What you need to do - Find the word "heart" in the data, then copy each line where it is found.

Dataset content -

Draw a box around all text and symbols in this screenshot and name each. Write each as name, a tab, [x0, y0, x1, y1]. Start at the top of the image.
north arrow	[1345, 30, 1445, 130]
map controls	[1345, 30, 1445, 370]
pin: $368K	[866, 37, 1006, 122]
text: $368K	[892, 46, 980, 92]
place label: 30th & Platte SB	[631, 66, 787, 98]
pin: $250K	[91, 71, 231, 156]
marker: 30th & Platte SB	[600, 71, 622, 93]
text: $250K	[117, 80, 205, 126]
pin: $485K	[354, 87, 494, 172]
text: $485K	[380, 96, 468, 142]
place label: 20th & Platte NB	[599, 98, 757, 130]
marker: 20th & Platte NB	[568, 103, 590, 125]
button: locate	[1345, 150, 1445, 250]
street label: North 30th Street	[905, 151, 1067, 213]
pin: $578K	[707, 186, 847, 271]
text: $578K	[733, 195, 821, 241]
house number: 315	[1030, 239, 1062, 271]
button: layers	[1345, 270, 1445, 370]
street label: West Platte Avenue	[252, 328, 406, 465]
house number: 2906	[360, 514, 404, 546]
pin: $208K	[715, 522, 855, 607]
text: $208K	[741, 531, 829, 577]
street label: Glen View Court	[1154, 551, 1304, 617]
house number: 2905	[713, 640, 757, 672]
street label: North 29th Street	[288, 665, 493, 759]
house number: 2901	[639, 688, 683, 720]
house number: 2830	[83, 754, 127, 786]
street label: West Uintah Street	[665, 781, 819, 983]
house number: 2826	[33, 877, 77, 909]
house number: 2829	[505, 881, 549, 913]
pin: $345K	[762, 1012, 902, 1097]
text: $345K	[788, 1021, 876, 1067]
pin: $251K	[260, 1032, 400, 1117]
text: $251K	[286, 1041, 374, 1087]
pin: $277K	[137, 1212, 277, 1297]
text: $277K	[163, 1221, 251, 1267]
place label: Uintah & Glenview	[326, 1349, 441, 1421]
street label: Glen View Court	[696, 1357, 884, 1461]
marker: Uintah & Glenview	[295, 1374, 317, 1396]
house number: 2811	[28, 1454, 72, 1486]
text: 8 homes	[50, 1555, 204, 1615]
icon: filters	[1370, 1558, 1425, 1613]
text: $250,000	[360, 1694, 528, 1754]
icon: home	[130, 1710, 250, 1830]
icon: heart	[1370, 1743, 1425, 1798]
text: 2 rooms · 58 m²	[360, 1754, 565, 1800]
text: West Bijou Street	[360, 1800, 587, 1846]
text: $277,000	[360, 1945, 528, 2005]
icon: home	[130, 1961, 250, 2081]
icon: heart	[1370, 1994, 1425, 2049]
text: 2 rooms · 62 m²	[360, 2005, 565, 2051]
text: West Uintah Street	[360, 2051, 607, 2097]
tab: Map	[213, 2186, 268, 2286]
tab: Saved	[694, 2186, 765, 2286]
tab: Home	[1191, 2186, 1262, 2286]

Reply -
icon: heart	[1370, 1743, 1425, 1798]
icon: heart	[1370, 1994, 1425, 2049]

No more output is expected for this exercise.